<h1> <center> Assignment 06: Dynamic Indexing Algorithm </center>  </h1>

#### Following Python code is generated from one of the GenAI tool.

In [1]:
import os
from collections import defaultdict

class IndexSegment:
    def __init__(self):
        self.index = defaultdict(list)
    
    def add_document(self, doc_id, content):
        terms = content.lower().split() 
        for position, term in enumerate(terms):
            self.index[term].append((doc_id, position))
    
    def merge(self, other):
        for term, postings in other.index.items():
            self.index[term].extend(postings)
        return self
    
    
class DynamicIndex:
    def __init__(self, merge_threshold=2, buffer_size=5):
        self.segments = []
        self.merge_threshold = merge_threshold
        self.buffer_size = buffer_size
        self.buffer = IndexSegment()
        self.buffer_count = 0
    
    def add_document(self, doc_id, content):
        self.buffer.add_document(doc_id, content)
        self.buffer_count += 1
        
        if self.buffer_count >= self.buffer_size:
            self._flush_buffer()
    
    def _flush_buffer(self):
        if self.buffer_count > 0:
            self.segments.append(self.buffer)
            self.buffer = IndexSegment()
            self.buffer_count = 0
            self._merge_segments()
    
    def _merge_segments(self):
        i = 0
        while i < len(self.segments) - 1:
            if len(self.segments) - i >= self.merge_threshold:
                merged = self.segments[i]
                for j in range(1, self.merge_threshold):
                    merged = merged.merge(self.segments[i + j])
                self.segments[i] = merged
                del self.segments[i + 1 : i + self.merge_threshold]
            i += 1
    
    def search(self, query):
        results = []
        for segment in self.segments:
            results.extend(segment.index.get(query.lower(), []))

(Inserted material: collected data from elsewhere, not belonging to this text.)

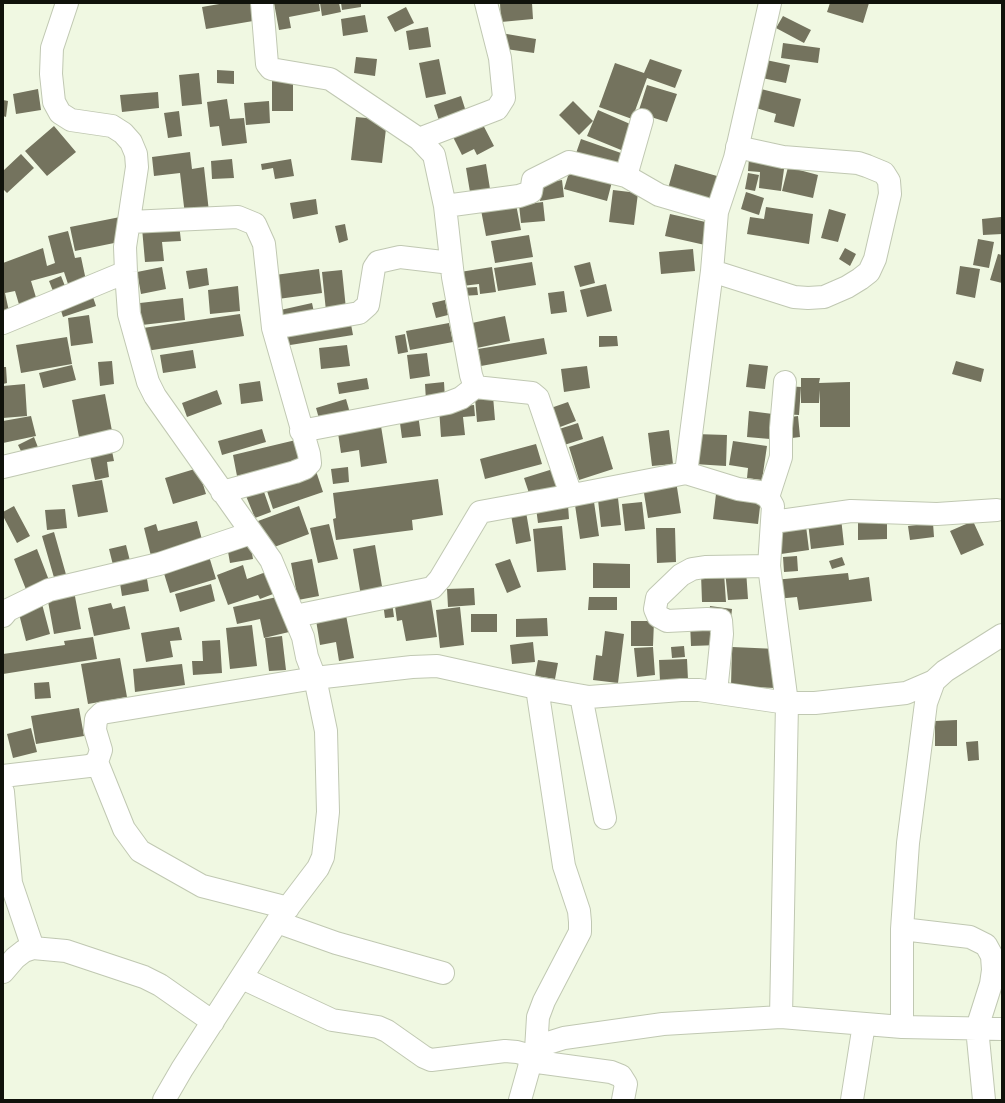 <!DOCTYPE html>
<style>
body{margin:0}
#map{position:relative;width:1005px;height:1103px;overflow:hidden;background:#f0f8e2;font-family:"Sofia Sans Condensed",sans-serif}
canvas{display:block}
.frame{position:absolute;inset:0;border:4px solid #10120b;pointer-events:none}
</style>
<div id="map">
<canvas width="1005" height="1103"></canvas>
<div class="frame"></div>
</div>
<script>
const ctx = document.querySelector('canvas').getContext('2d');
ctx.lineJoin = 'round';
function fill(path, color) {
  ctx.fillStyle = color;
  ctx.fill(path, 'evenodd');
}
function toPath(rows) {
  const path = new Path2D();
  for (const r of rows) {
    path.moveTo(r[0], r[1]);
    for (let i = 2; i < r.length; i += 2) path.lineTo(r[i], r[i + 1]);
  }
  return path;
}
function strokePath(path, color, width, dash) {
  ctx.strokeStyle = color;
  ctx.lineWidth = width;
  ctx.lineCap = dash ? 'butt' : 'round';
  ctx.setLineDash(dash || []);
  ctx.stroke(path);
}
fill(toPath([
 [225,3,256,3,259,20,206,29,202,7],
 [274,3,319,3,320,11,289,17,291,28,279,30],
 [320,3,339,3,341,12,322,16],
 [341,3,361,3,361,7,342,10],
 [500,3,532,3,533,19,501,22],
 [830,3,869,3,863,23,827,12],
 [406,7,414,23,395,32,387,17],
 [365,15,368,32,343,36,341,19],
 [783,16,811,30,804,43,776,28],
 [428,27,431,47,409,50,406,31],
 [501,33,536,39,534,53,499,48],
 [783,43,820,48,818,63,781,58],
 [356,57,377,59,375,76,354,73],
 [439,59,446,94,426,98,419,63],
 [650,59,682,70,675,88,647,78,632,119,599,107,615,63,644,73],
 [766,60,790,65,786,83,762,78],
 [217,70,234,71,234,84,217,83],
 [199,73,202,104,182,106,179,75],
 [272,77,293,77,293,111,272,111],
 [647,85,677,94,667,122,638,113],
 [38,89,41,110,16,114,13,94],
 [761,89,801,99,794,127,774,122,776,114,756,108],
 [158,92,159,108,122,112,120,95],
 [461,96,468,118,441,127,434,105],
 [227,99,230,119,244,118,247,143,222,146,219,126,210,127,207,102],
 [3,100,8,101,6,117,3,116],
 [269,101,270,123,246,125,244,103],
 [573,101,593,121,579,135,559,115],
 [598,110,637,127,626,152,587,136],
 [179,111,182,136,168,138,164,113],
 [356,117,387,120,382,163,351,160],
 [480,119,494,146,477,155,474,149,462,155,451,133],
 [54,126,76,152,47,176,25,151],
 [581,139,621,153,616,168,575,156],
 [190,152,192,169,204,167,209,212,185,215,180,173,154,176,152,157],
 [21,154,34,168,7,193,3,189,3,171],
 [749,158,785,162,781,191,759,188,760,172,748,171],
 [232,159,234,178,212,179,211,161],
 [291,159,294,176,275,179,273,168,262,170,261,164],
 [486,164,491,195,471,198,466,168],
 [675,164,724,178,716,206,667,192],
 [571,166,613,178,607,201,564,189],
 [788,167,818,175,813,198,782,191],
 [748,173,759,175,755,191,745,189],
 [562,180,564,197,540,201,537,184],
 [613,190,638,193,634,225,609,222],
 [746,192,764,198,759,215,741,209],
 [316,199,318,214,293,219,290,203],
 [515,199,521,230,486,236,480,205],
 [543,202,545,221,521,223,519,205],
 [766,207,813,214,809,244,747,234,750,217,764,219],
 [829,209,846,214,838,242,821,238],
 [670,214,710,223,705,245,665,236],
 [120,217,124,241,75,251,70,227],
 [1001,217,1002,234,983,235,982,219],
 [179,224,181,241,162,242,164,261,145,262,142,228],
 [345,224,348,240,339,243,335,226],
 [68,231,75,258,81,257,87,285,70,290,64,272,31,281,38,304,21,311,15,291,5,293,10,316,3,319,3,263,43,248,47,266,55,263,48,236],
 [529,235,533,257,495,263,491,241],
 [978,239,994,242,989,268,973,265],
 [845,248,856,254,850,266,839,259],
 [693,249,695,271,661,274,659,252],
 [998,254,1002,255,1002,283,990,280],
 [532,262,536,285,498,291,494,268],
 [590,262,595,283,580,287,574,266],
 [960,266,980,269,975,298,956,294],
 [162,267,166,289,141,294,137,272],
 [492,267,496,292,480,294,479,284,462,286,460,272],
 [207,268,209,285,189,289,186,271],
 [319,269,322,293,278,299,275,275],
 [342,270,346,309,326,311,322,272],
 [61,276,67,291,55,296,49,281],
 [606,284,612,311,587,317,580,290],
 [238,286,240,311,210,314,208,290],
 [477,287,478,295,462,296,461,288],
 [91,291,96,306,63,317,58,301],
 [564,291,567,312,551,314,548,293],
 [183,298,185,320,142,325,140,303],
 [445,300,448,315,436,318,432,303],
 [312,303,315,317,279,325,276,311],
 [240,314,244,336,146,351,143,328],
 [89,315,93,343,71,346,68,318],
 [505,316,510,341,477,348,472,323],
 [350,319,353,335,284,346,281,330],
 [449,323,453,342,410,350,406,331],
 [405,334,408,352,398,354,395,336],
 [599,336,617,336,618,346,599,347],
 [67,337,72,364,21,373,16,345],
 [544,338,547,354,481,366,478,349],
 [347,345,350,366,321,369,319,348],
 [193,350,196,368,163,373,160,355],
 [427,353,430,376,410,379,407,355],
 [112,361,114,384,100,386,98,362],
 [956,361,984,369,981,382,952,374],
 [749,364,768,366,765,389,746,387],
 [72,365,76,380,43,388,39,373],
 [587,366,590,388,564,392,561,369],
 [3,367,6,367,7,383,3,384],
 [367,378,369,389,339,394,337,383],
 [801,378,820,378,819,383,850,382,850,427,820,427,820,390,819,403,801,403],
 [260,381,263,401,241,404,239,384],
 [444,382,445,399,426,401,425,384],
 [25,384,27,416,3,418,3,386],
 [786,386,801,387,799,415,783,414],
 [217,390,222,404,187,417,182,403],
 [105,394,112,431,79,437,72,400],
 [493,396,495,420,477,422,475,398],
 [346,399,350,413,320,422,316,408],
 [568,402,576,421,555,429,548,409],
 [474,405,475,416,463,417,465,435,441,437,439,408],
 [749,411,781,415,771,424,770,439,747,437],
 [418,414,421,436,402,438,399,416],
 [31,416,36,436,3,443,3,421],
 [798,416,800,437,784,439,782,418],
 [578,423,583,439,561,446,556,430],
 [381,426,387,463,361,467,359,450,341,453,338,433],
 [262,429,266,442,222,455,218,441],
 [669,430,673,464,652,466,648,433],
 [695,434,727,435,726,466,694,464],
 [603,436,613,469,579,480,569,447],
 [34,437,39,450,24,457,18,445],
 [300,439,306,459,237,476,233,455],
 [733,441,767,446,762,480,747,478,748,468,729,465],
 [536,444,542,464,485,479,480,459],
 [111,446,114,461,107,462,109,477,95,480,89,451],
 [348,467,349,482,333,484,331,469],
 [198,468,206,494,173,504,165,478],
 [553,469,559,490,531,499,524,478],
 [316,471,323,492,273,509,266,488],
 [438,479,443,515,412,520,413,530,336,540,333,519,336,518,333,493],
 [102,480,108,512,78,517,72,485],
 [676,481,681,513,648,518,643,487],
 [263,489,271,512,255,518,246,496],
 [716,494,761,498,758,524,713,519],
 [618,498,621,525,601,527,598,500],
 [594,502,599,536,580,539,575,505],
 [642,502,645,529,625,531,622,504],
 [568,505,569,519,538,523,536,508],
 [14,506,30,536,17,543,3,516,3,512],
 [299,506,309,534,269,549,258,521],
 [525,506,531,541,516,544,510,509],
 [65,509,67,528,47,530,45,510],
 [841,518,844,545,811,549,808,522],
 [858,519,887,519,887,539,858,540],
 [197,521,204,547,152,560,144,528,156,524,158,531],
 [973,521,984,545,961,555,950,531],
 [933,523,934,537,910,540,908,526],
 [329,524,338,559,318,563,310,528],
 [562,526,566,570,537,572,533,529],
 [806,526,809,550,781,554,778,528],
 [656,528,675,528,676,562,657,563],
 [54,532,67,578,55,581,42,536],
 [250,542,253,559,230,563,227,546],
 [126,545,131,565,114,569,109,549],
 [375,545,383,592,361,596,353,549],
 [37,549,50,583,27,592,14,559],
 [208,553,216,579,170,593,162,567],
 [797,556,798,571,784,572,783,557],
 [842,557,845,565,832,569,829,561],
 [312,559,319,596,298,600,291,563],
 [510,559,521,587,507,593,495,564],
 [593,563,630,564,630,588,593,588],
 [243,565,247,579,266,572,273,594,260,599,258,595,228,605,217,575],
 [746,570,748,599,728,600,725,571],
 [146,573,149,591,122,596,119,577],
 [724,573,726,602,702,602,701,574],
 [848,573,849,580,869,577,872,601,799,610,797,597,776,599,774,580],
 [211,584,215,601,180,612,175,594],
 [474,588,475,605,448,607,447,589],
 [74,591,81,629,54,634,47,596],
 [430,594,437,637,406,641,402,620,397,621,394,599],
 [281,596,289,632,264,638,260,619,237,624,233,607],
 [589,597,617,597,617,610,588,610],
 [392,602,394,617,385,618,383,603],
 [111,603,113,609,125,606,130,629,94,636,88,608],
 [42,604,50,634,26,641,18,610],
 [710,606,732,609,731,619,709,615],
 [460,607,464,645,440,648,436,610],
 [471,614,497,614,497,632,471,632],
 [346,615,354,658,339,661,336,642,320,645,316,620],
 [547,618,548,636,516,637,516,619],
 [631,621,654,621,653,646,631,646],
 [718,621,719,645,691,646,690,622],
 [252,625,257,666,230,669,226,628],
 [179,627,182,640,170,641,173,657,146,662,141,633],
 [605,631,624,634,618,683,593,680,596,655,602,656],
 [282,636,286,670,269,671,265,638],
 [93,637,97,659,3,674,3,654,65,645,64,641],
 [220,640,222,673,193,675,192,661,203,661,202,641],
 [533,642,535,662,512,664,510,645],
 [684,646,685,657,672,658,671,647],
 [653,647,655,675,637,677,634,648],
 [732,647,777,649,775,688,731,686],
 [120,658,127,697,88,704,81,664],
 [687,659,688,680,660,681,659,660],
 [538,660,558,663,555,679,535,676],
 [182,664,185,685,135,692,133,669],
 [49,682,51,698,35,699,34,683],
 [79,708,84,736,36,744,31,716],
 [957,720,957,746,935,746,935,721],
 [31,728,37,752,13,758,7,734],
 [978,741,979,760,968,761,966,742]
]), '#74735e');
const minor = toPath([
 [67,3,52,48,51,74,54,102,60,113,71,120,112,126,123,133,131,142,136,154,137,167,125,247,126,272,129,314,148,382,155,396,271,560,303,637,307,657,315,678,326,731,328,812,323,857,318,868,277,922,182,1069,164,1100],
 [262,3,267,64,271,69,330,79,419,139,434,155,445,206,453,277,471,375,475,387,532,393,538,398,568,486,573,495,686,473,738,489,759,492,768,497,773,506,769,566,787,703,781,1017],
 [419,139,497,109,504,98,500,58,486,3],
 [626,176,642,120],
 [445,206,519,196,531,192,533,180,569,162,626,176,659,195,717,212],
 [130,222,238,217,255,224,264,244,273,328,309,454,310,463,305,468,295,472,222,492],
 [712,271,794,297,808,298,824,297,847,287,860,279,869,272,875,259,890,194,889,181,884,173,867,166,858,163,783,157,737,147],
 [3,323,126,272],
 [273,328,359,313,368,305,374,268,378,262,400,257,451,263],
 [301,431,448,403,461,398,475,387],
 [3,467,112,441],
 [686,473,712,271,717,212,735,158,770,3],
 [768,497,781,457,781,428,785,382],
 [773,522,851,511,937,514,997,510],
 [3,616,8,610,49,590,159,564,251,533],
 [295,616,432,588,440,579,480,512,573,495],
 [716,692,722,634,721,620,707,619,667,621,658,616,655,609,657,598,681,575,692,569,705,567,769,566],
 [581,696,605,818],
 [97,762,124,829,140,851,202,886,288,908],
 [3,776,89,766,97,762,101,750,95,730,96,719,102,713,315,678,412,667,437,666,537,688,589,697,681,690,699,690,787,703,815,703,906,693,934,681],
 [3,792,11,883,33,948],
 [277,922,336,943,443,973],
 [902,929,970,937,986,945,992,956,993,970,991,984,977,1028,984,1100],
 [3,972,15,958,24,951,33,948,66,951,144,977,160,985,213,1022],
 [242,978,332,1020,378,1027,387,1031,424,1057,431,1060,505,1051,517,1052,528,1055,530,1061,529,1068,520,1100],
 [902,1027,902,929,908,843,926,703,934,681,945,671,1002,635],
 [536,1050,538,1017,544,1001,580,932,580,922,579,911,564,866,537,688],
 [528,1055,548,1043,564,1038,663,1024,781,1017,902,1027,1002,1029],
 [530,1061,611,1072,621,1076,626,1084,623,1100],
 [852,1100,864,1024]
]);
strokePath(minor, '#c0c8b2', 24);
strokePath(minor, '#fff', 22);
</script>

        results.extend(self.buffer.index.get(query.lower(), []))
        return results
    
    def update_document(self, doc_id, new_content):

        for segment in self.segments:
            segment.index = defaultdict(list, {term: [(d, p) for d, p in postings if d != doc_id] 
                                               for term, postings in segment.index.items()})
        self.buffer.index = defaultdict(list, {term: [(d, p) for d, p in postings if d != doc_id] 
                                               for term, postings in self.buffer.index.items()})
        self.add_document(doc_id, new_content)

### 1. Go through the code. Write the Driver Code to execute the Dynamic Indexing. 
[Try with dummy Data without reading files from secondary storage]

### 2. Write Explaination for each Method in both the classes.

### 3. Explain merge_threshold and buffer_size in the context on this code.

### 4. Next, execute the code on the 1000 documents dataset. https://www.kaggle.com/datasets/jensenbaxter/10dataset-text-document-classification

### 5. Write the driver code to execute the search document functionality. [Execute 2-3 examples]